DOC. n° 54 : Gaston BACHELARD, Le droit de rêver.

 

 

Le peintre sollicité par les éléments

 

            Avant l'œuvre, le peintre, comme tout créateur, connaît la rêverie méditante, la rêverie qui médite sur la nature des choses. Le peintre, en effet, vit de trop près la révélation du monde par la lumière pour ne pas participer de tout son être à la naissance sans cesse renouvelée d'un univers. Aucun art n'est plus directement créateur, manifestement créateur, que la peinture. Pour un grand peintre, méditant sur la puissance de son art, la couleur est une force créante. Il  sait bien que la couleur travaille la matière, qu'elle est une véritable activité de la matière, que la couleur vit  d'un constant échange de forces entre la matière et la lumière.
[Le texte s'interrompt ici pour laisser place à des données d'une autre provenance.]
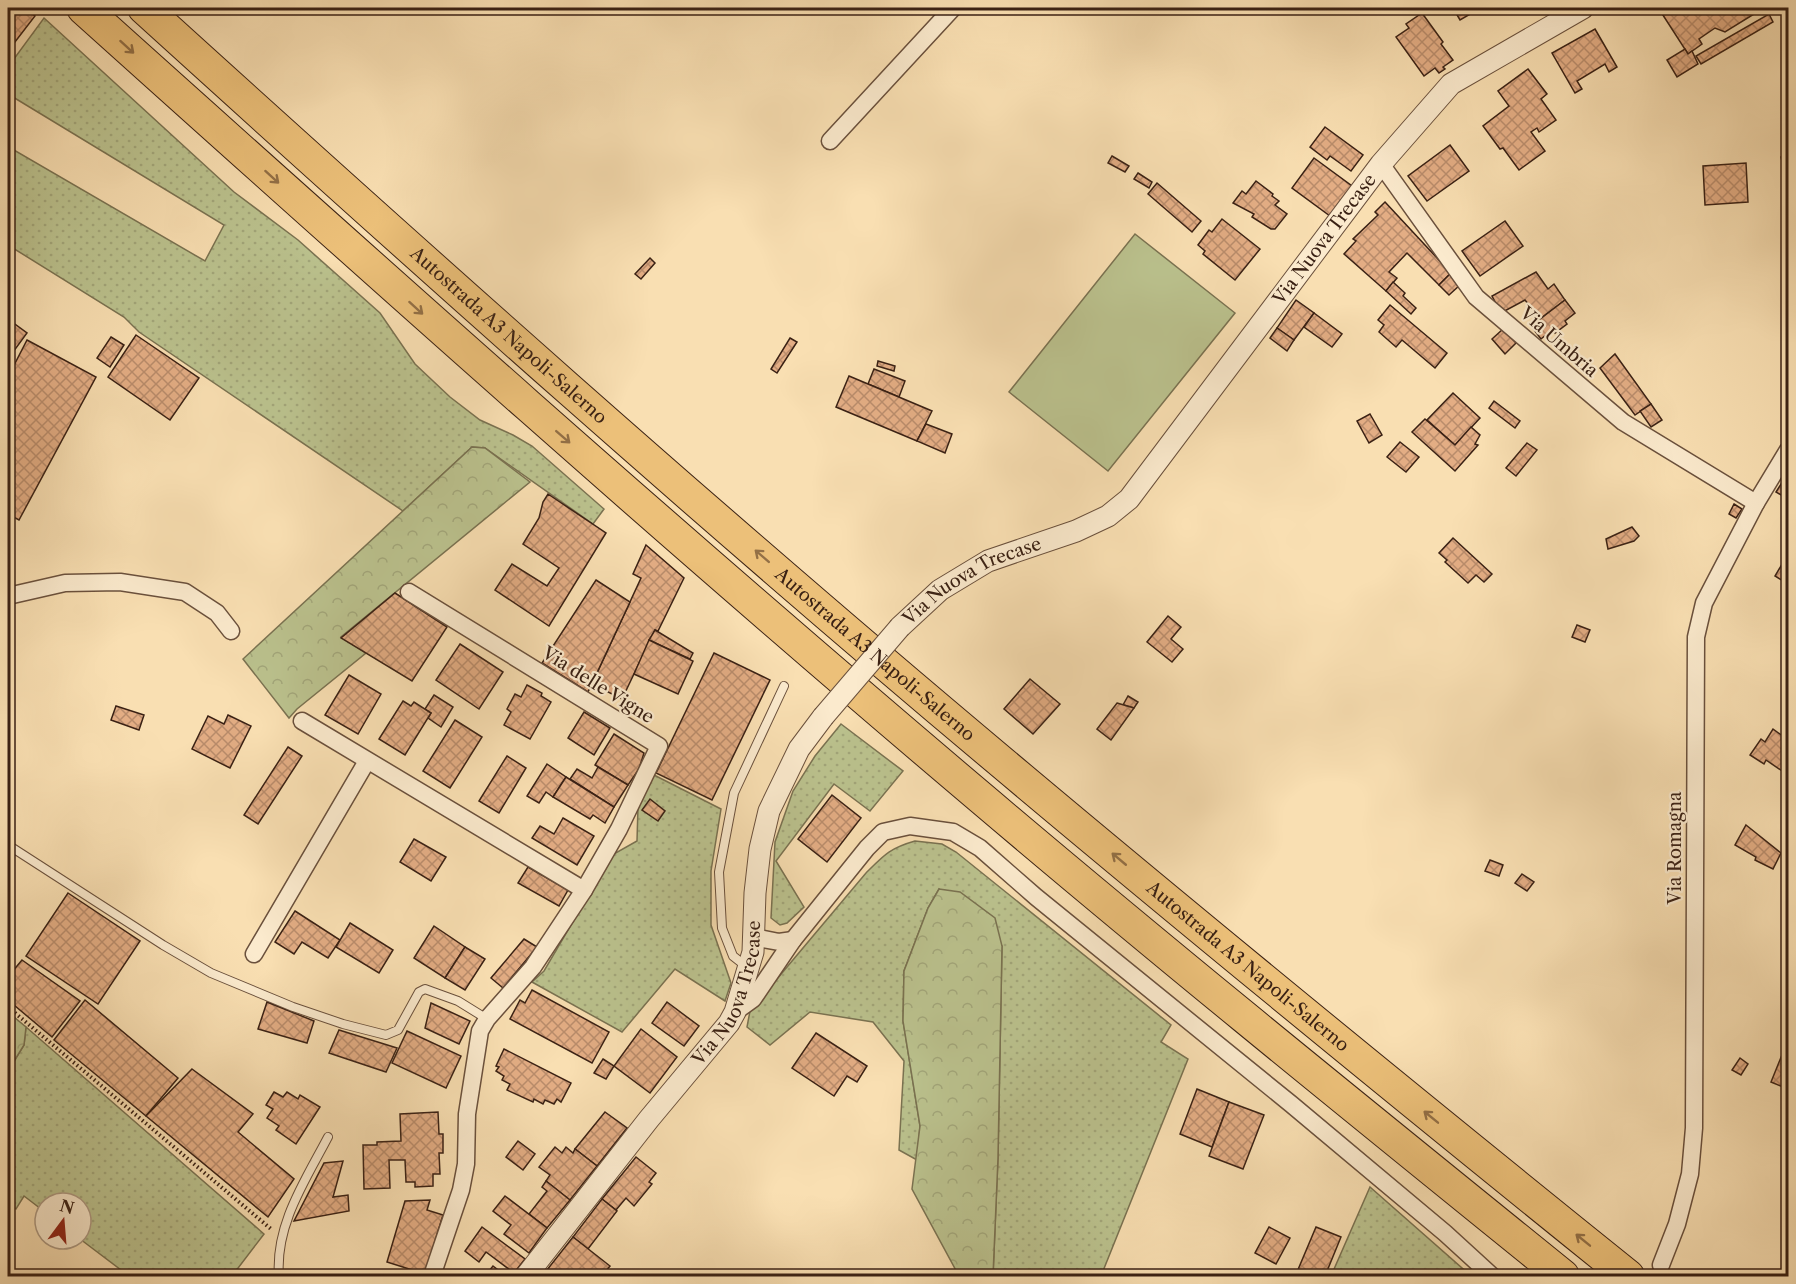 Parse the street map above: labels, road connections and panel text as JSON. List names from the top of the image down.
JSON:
{
  "streets": {
    "highway": ["Autostrada A3 Napoli-Salerno"],
    "street": [
      "Via Nuova Trecase",
      "Via Umbria",
      "Via delle Vigne",
      "Via Romagna"
    ]
  },
  "crossings": [
    ["Via Nuova Trecase", "Via Umbria"],
    ["Via Umbria", "Via Romagna"]
  ],
  "north": "top"
}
Aussi, par la fatalité des songes primitifs, le peintre renouvelle les grands rêves cosmiques qui attachent l'homme aux éléments, au feu, à l'eau, à l'air céleste, à la prodigieuse matérialité des substances terrestres.

 

            Dès lors, pour le peintre, la couleur a une profondeur elle a une épaisseur, elle se développe à la fois dans une dimension d'intimité et dans une dimension d'exubérance. Si, un instant, le peintre joue avec la couleur plate, avec la couleur unie, c'est pour mieux gonfler une ombre, c'est pour solliciter ailleurs un rêve de profondeur intime. Sans cesse, durant son travail, le peintre mène des songes situés entre la matière et la lumière, des songes d'alchimiste dans lesquels il suscite des substances, augmente des luminosités, retient des tons trop brutalement éclatants, détermine des contrastes où l'on peut toujours déceler des luttes d'éléments. Les dynamismes si différents des  rouges et des verts en sont des témoignages.

 

            Aussi dès qu'on rapproche les thèmes alchimiques fondamentaux des intuitions décisives du peintre, on est frappé de leur parenté. Un jaune de Van Gogh est un or alchimique, un or butiné sur mille fleurs, élaboré comme un miel solaire. Ce n'est jamais simplement l'or du blé, de la flamme, ou de la chaise de paille ; c'est un or à jamais individualisé par les interminables songes du génie. Il n'appartient plus au monde, mais il est le bien d'un homme, le cœur d'un homme, la vérité élémentaire trouvée dans la contemplation de toute une vie.

 

            Devant une telle production d' une matière nouvelle, retrouvant par une sorte de miracle les forces colorantes, les débats du figuratif et du non-figuratif se détendent. Les choses ne sont plus seulement peintes et dessinées. Elles naissent colorées, elles naissent par l'action même de la couleur. Avec Van Gogh, un type d'ontologie de la couleur nous est soudain révélé. Le feu universel a marqué un homme prédestiné. Ce feu, au ciel, grossit justement les étoiles. Jusque-là va la témérité d'un élément actif, d'un élément qui excite assez la matière pour en faire une nouvelle lumière.